Ainsi frappe la manière dont Lacoue-Labarthe relève des affinités improbables entre Borges et Dashiell Hammett (l’un se sachant trop écrivain, l’autre pensant qu’il ne l’est pas assez) en les réunissant en ce lieu impossible (et rêvé) de la littérature, à la fois avec assez de vigueur pour donner sa blue note, mais aussi de lucidité pour une prise de distance et la délivrance d’une version (postface ? volte-face ?) qui en exhibe les jeux de masques.

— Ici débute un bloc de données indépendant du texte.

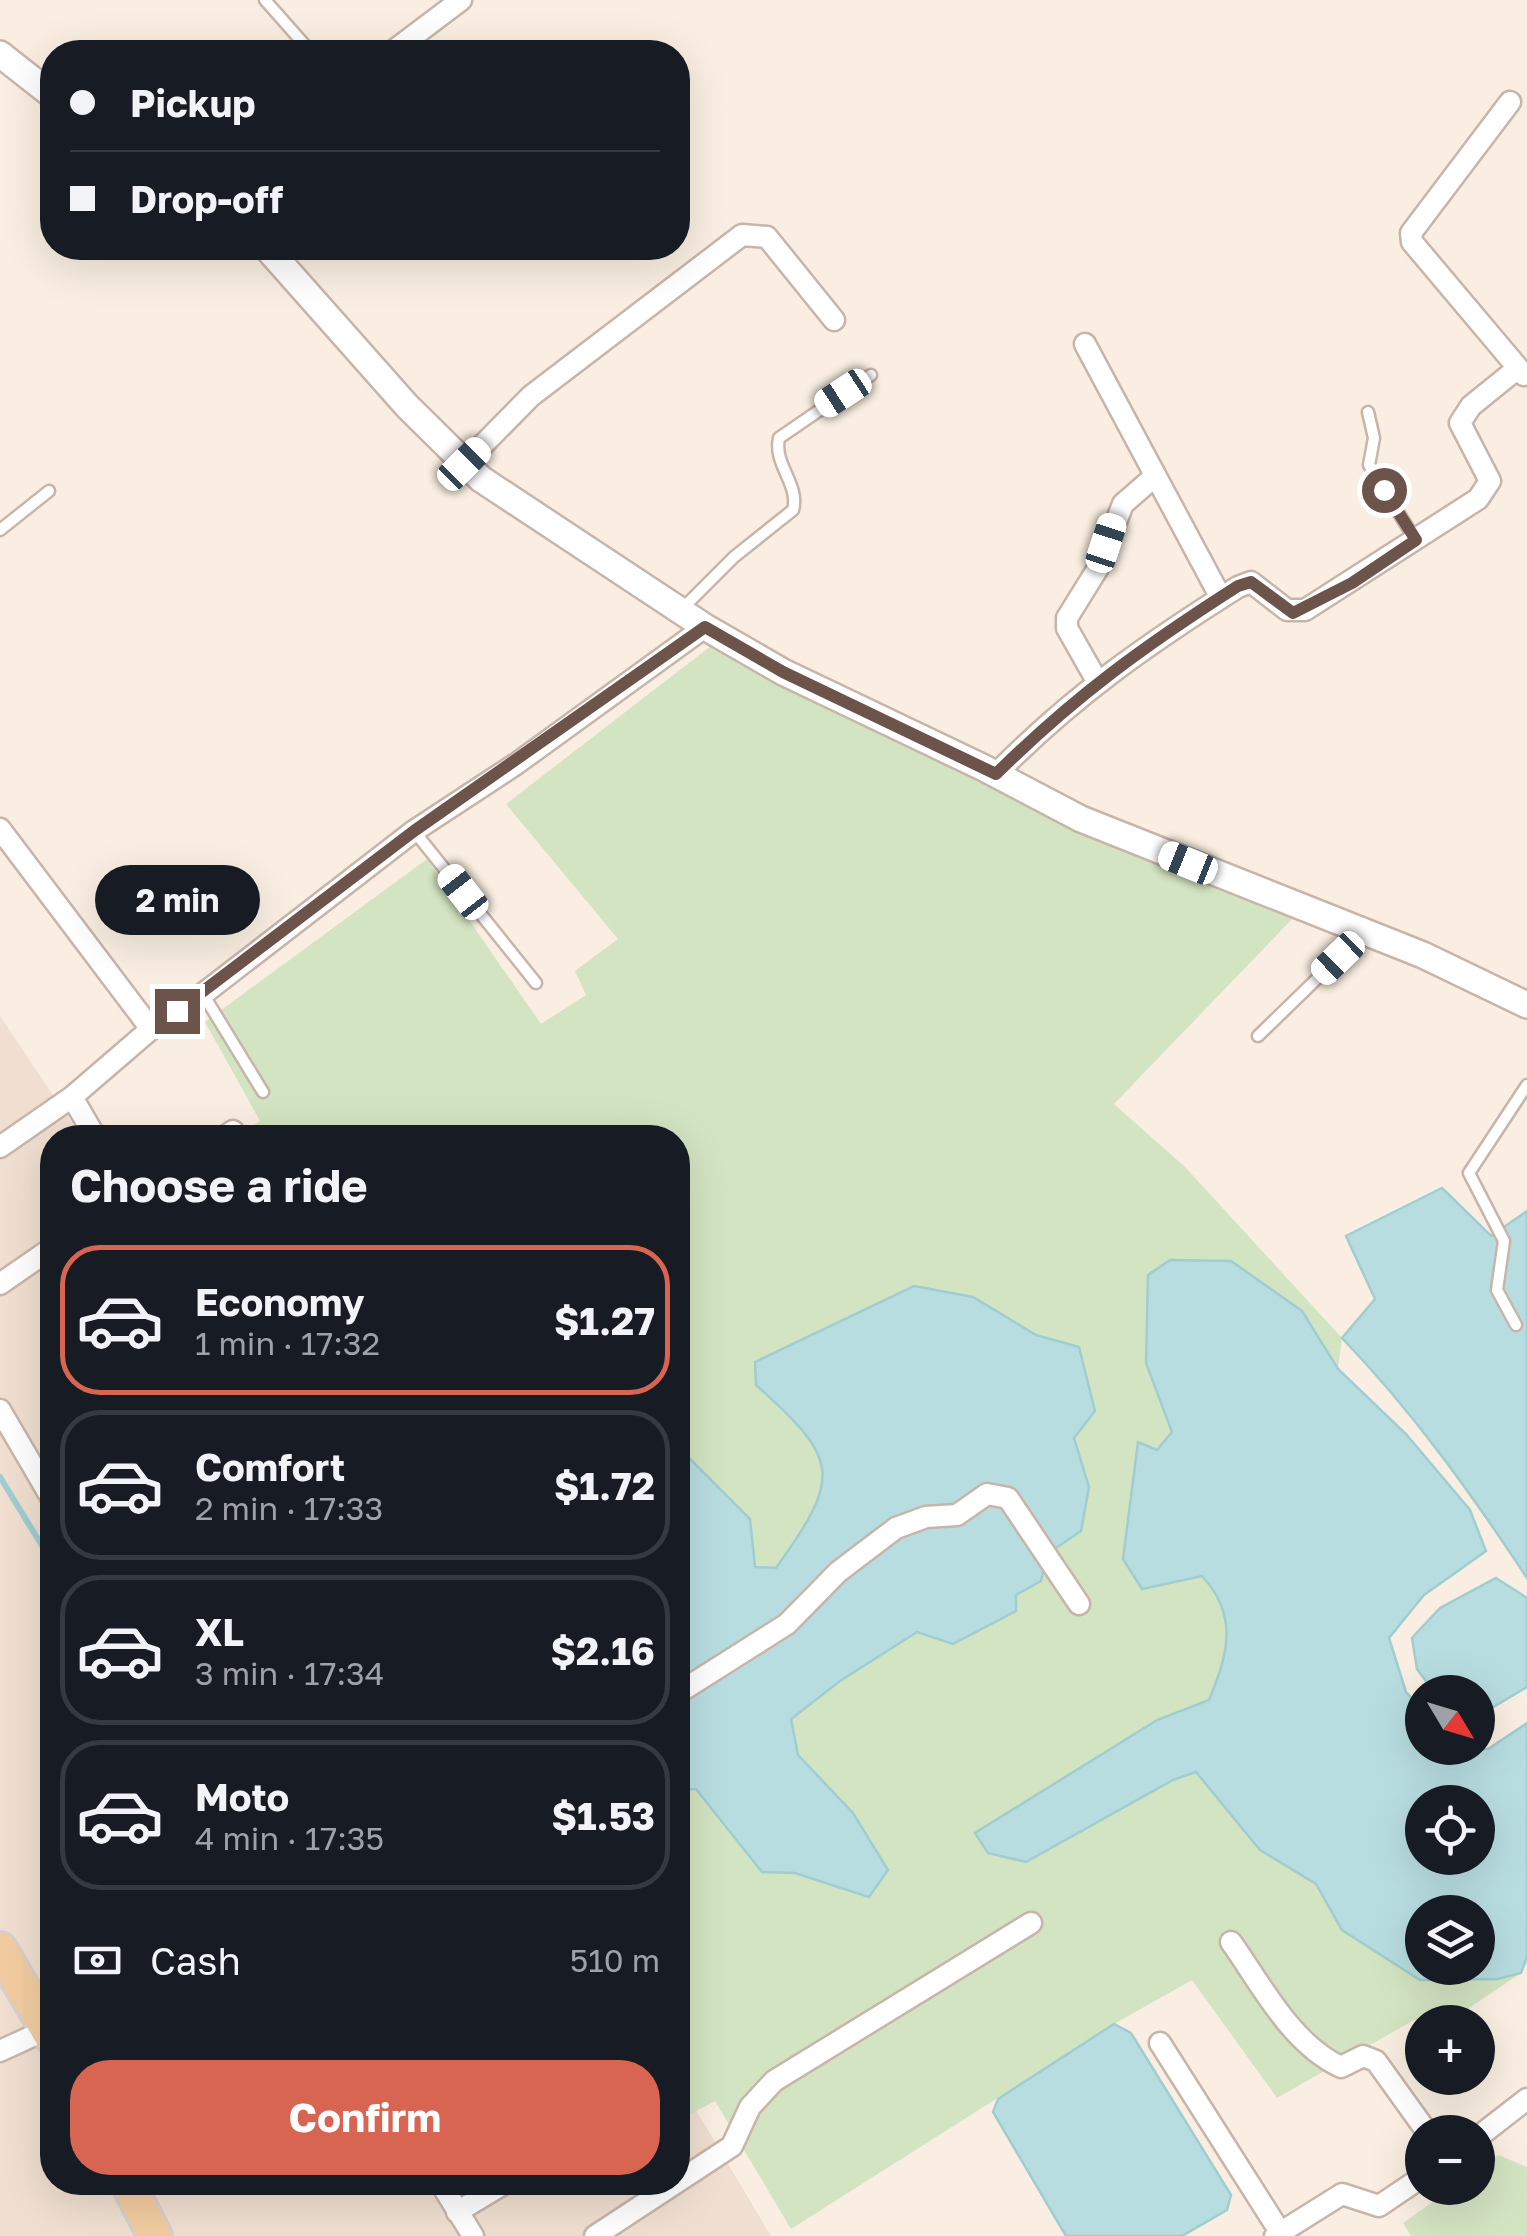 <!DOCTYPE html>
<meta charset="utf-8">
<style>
:root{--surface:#171b24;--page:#20242c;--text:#f1f3f6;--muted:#9ea1a6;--line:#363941;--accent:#d76552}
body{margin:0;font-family:"Golos Text",sans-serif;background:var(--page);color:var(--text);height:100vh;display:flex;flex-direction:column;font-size:38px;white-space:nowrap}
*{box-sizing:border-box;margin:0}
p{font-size:32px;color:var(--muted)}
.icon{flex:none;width:55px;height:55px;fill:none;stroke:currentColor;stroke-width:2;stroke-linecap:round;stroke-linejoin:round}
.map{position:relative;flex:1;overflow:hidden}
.details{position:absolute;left:40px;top:1125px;width:650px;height:1070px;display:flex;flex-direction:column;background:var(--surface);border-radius:40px;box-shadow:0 10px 40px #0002}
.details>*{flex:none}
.guide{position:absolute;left:40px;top:40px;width:650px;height:220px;border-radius:40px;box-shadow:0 10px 40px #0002;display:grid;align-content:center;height:220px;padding:0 30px;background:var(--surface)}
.needle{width:65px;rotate:128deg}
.controls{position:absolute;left:1405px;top:1675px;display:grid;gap:20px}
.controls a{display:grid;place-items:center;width:90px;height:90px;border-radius:50%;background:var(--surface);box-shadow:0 10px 40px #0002;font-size:50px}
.end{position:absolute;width:45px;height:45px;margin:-22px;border:12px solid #6d544b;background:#fff;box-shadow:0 0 0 5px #fff}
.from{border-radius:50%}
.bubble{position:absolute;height:70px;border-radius:35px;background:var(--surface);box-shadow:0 10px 40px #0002;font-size:32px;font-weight:700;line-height:70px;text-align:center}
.car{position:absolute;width:30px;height:60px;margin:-30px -15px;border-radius:12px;box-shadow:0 0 8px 2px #0007;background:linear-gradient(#fff 24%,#345 0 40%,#fff 0 76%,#345 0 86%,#fff 0)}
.guide b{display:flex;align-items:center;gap:35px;height:95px;font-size:38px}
.guide b+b{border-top:2px solid var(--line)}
.guide i{width:25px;height:25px;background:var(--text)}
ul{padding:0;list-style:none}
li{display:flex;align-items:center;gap:30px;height:150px;margin:0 20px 15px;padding:0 10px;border:5px solid var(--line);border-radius:40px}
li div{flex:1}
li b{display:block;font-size:38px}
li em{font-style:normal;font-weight:700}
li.active{border-color:var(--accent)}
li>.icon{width:90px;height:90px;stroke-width:1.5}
h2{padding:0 30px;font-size:45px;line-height:120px}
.pay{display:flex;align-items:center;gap:25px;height:110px;padding:0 30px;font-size:38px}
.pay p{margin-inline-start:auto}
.primary-button{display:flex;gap:20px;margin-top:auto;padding:20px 30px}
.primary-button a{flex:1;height:115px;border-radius:40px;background:var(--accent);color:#fff;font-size:40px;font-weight:700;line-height:115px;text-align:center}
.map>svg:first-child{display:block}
</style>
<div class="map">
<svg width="1527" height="2236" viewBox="0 0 1527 2236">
<rect width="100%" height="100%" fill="#f9eee1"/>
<!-- residential -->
<path fill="#f0dfd0" d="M0,1016l81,121 -29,1v1044h626v-102l93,156h-771z"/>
<!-- green -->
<path fill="#d3e4c2" d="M720,639l577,275 -183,190 71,63 157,171 -4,31 -36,-58 -156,52 26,69 -15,18 -18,-8 3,147 59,-13c38,40 27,77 8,124l-52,20 16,60 23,-9 64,79 56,34 26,46 77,49h78l24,-6 -73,49h-26v4l-8,-6 -137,78 -85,-118 -78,44 -323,205 -76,-128 -37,20v-331l18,-1 66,83 33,1 74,23 -16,-83 -55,-58 -8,-36 50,-38 77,-49 36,11 63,-48 72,-108 -14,-49 5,-91 -43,-12 -63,-38 -59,-11 -73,36 -85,63c84,75 85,91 21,183l-22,-1 -70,-112 -7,8v-325l-443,-1 25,-16 -55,-99 222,-163 114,165 45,-29 -11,-24 43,-32 -112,-135z
M1498,2155l29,12v69h-116l-8,-13 49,-35h26v-19z"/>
<!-- water -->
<path fill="#b8dde0" stroke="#a0cdd0" stroke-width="2.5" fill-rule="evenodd" d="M1442,1188l49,48 36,-25v367c-56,-85 -114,-166 -185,-240l33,-39 -29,-63z
M1170,1260l61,1 71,50 36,58 68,65 64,76 16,41 -62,44 -35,43 17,54 16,17v39l66,1 39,-26v234l-6,16 -24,6 -77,1 -78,-50 -26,-46 -56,-34 -64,-78 -23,8 -147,82 -38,-9 -13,-20 182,-113 52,-20c19,-46 30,-84 -7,-124l-60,13 -19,-30 15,-117 19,8 15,-18 -26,-69 2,-88zM1422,1802h56v56h-56zM1422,1912h56v56h-56z
M914,1286l59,11 63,38 43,12 16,64 -21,27 15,49 -8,44 -34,23 -6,27 -25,14v16l-63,33 -36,-12 -77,49 -49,38 7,36 55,58 35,57 -19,27 -74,-24 -33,-1 -66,-83 -18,1v-327l7,-9 65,65 5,48 21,1c66,-92 64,-108 -20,-183l-1,-23z
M1496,1578l31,20v89l-49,29v-24h-44l-17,-23 -5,-31 28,-30z
M1114,2024l17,9 100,162 -4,15 -45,26h-116l-73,-124 5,-13z"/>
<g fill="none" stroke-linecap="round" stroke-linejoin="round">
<!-- stream -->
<path stroke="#a0cdd0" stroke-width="6" d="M0,1477l52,85"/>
<!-- service casing -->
<g stroke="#c8b5aa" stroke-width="15">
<path id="service" d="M265,0l46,52
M1368,412l6,26 -5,27 47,76
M0,530l49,-39
M681,610l53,-53 59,-47c7,-26 -20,-45 -14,-72l92,-63
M414,831l122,152
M203,994l60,98
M1258,1036l107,-104
M1516,1325l-19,-35 7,-49 -35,-68 58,-88"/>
</g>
<!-- minor casing -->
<g stroke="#c8b5aa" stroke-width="25">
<path id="minor" d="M392,52l69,-52
M1510,102l-99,131 1,9 112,133
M1085,344l136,254
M464,464l67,-68 211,-161 25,2 67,83
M1097,681l-30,-53v-10l31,-50 25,-64 31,-27
M996,774c77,-78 150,-129 242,-187l13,-5 36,28h18l173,-111 12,-18 -30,-58 11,-17 47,-38
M0,829l151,200
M72,1097l24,41
M223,1138l10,-7
M0,1147l72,-50 79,-68 52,-35 211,-163 102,-67 189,-137
M0,1284l52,-36
M0,1410l52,89
M678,1693l109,-69 51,-52 58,-44 30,-11 31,-2 30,-21 21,4 71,106
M1231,1942c30,42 60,102 110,125l22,-11 13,5 51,71
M1160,2043l120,189
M0,2051l48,-22
M1478,2137l49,-38
M440,2182l33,54
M457,2212l50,-30
M595,2236l137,-90 18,-39 24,-26 257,-158
M1275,2236l67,-42 37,12 43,-29"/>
</g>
<!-- tertiary casing -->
<g stroke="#c8b5aa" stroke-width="30">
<path id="tertiary" d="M0,54l52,41
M267,248l140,158 74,73 224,148 78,45 199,95 99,52 342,136 104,50"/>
</g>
<!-- primary casing -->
<g stroke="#d6cfcd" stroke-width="38">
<path id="primary" d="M0,1949l52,89
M127,2182l28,54"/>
</g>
<!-- service -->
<use href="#service" stroke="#fff" stroke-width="10"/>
<!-- minor -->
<use href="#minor" stroke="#fff" stroke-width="20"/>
<!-- tertiary -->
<use href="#tertiary" stroke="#fff" stroke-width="25"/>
<!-- primary -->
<use href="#primary" stroke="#f2cca0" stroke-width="32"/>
</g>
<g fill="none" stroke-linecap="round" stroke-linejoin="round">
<!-- route -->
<path stroke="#6d544b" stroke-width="12" d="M177,1011l237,-180 291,-204 78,45 213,102c79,-78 148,-128 242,-188l13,-4 42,31 59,-30 64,-43 -32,-50"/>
</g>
</svg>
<div class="controls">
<a><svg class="needle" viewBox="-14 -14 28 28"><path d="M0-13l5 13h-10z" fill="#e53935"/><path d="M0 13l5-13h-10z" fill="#9ea1a6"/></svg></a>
<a><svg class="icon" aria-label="locate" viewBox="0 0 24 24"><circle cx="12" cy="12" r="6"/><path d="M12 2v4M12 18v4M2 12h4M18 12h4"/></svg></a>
<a><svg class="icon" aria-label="layers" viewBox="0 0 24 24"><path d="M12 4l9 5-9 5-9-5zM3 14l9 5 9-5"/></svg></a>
<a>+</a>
<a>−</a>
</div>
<i class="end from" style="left:1384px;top:490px"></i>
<i class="end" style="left:177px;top:1011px"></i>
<div class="bubble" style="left:95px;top:865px;width:165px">2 min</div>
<i class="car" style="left:843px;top:393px;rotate:237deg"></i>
<i class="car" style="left:464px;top:464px;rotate:45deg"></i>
<i class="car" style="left:1106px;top:543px;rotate:18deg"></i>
<i class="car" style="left:1188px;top:863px;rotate:292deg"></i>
<i class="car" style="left:463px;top:892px;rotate:322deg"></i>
<i class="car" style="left:1338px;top:958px;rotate:226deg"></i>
<div class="guide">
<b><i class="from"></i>Pickup</b>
<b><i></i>Drop-off</b>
</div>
<section class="details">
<h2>Choose a ride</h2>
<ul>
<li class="active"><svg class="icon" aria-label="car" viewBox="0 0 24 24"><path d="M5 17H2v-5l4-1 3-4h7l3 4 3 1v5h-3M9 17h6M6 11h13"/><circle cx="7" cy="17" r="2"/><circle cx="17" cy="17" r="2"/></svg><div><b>Economy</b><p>1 min · 17:32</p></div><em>$1.27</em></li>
<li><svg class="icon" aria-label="car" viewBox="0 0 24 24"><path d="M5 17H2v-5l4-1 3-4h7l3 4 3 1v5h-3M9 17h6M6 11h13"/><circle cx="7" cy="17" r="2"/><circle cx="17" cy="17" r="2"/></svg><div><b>Comfort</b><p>2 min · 17:33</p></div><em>$1.72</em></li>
<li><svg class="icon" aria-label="car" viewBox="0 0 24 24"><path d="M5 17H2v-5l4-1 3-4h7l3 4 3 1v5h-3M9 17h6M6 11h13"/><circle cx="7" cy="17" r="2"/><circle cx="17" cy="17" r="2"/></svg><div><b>XL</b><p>3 min · 17:34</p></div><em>$2.16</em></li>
<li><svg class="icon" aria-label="car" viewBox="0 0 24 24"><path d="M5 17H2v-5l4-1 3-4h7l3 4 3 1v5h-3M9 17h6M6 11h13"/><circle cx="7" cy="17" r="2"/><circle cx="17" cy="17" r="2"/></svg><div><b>Moto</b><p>4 min · 17:35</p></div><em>$1.53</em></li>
</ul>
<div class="pay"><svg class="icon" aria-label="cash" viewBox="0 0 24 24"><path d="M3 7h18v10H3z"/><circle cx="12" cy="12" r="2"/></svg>Cash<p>510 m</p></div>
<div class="primary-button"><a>Confirm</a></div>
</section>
</div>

Aussi pour cette Préface à la Disparition s’agit-il donc moins de prémonition, d’adresse testamentaire que de contreseing d’une vie inséparablement en littérature (poésie, théâtre — la scène) et en philosophie, de l’explication qu’elle aura eue avec quelques passants considérables, contemporains ou fraternels par-delà les siècles (Sophocle, Hölderlin).

Elle pourrait, à cause de son mince format, connaître le sort des ouvrages qu’elle cite, soit attention insuffisante ou vaine érudition ou au contraire, amener à lire véritablement un auteur qui s’est rendu tellement transparent à ceux qu’il a commentés : dans le « Difficile à saisir » de la citation initiale faut-il, peut-on entendre le schwer zu fassen qui apparaît tellement hölderlinien dans l’après-coup de l’œuvre à venir (« l’origine où se déroberait après coup un rien de sens ») ?

Pourrait aussi et c’est le vœu de cette lettre apporter une attention renouvelée à l’œuvre de Philippe Lacoue-Labarthe, l’écrivain — inséparablement le philosophe ! celle dont témoignent les enregistrements du colloque « Déconstruction mimétique », le numéro de Lignes déjà cité et dont Isabelle Howald donne une vigoureuse recension et à laquelle appelle un colloque du Parlement des philosophes en octobre prochain à Strasbourg afin encore de « rendre la justice intellectuelle que lui-même ne s’est pas rendue, mais qu’il rendait si volontiers à autrui ».

Et le mot de la fin (du livre) à ce dernier :

« Mais on sait aussi que lire est une liberté et que pas un conte n’est absolu ».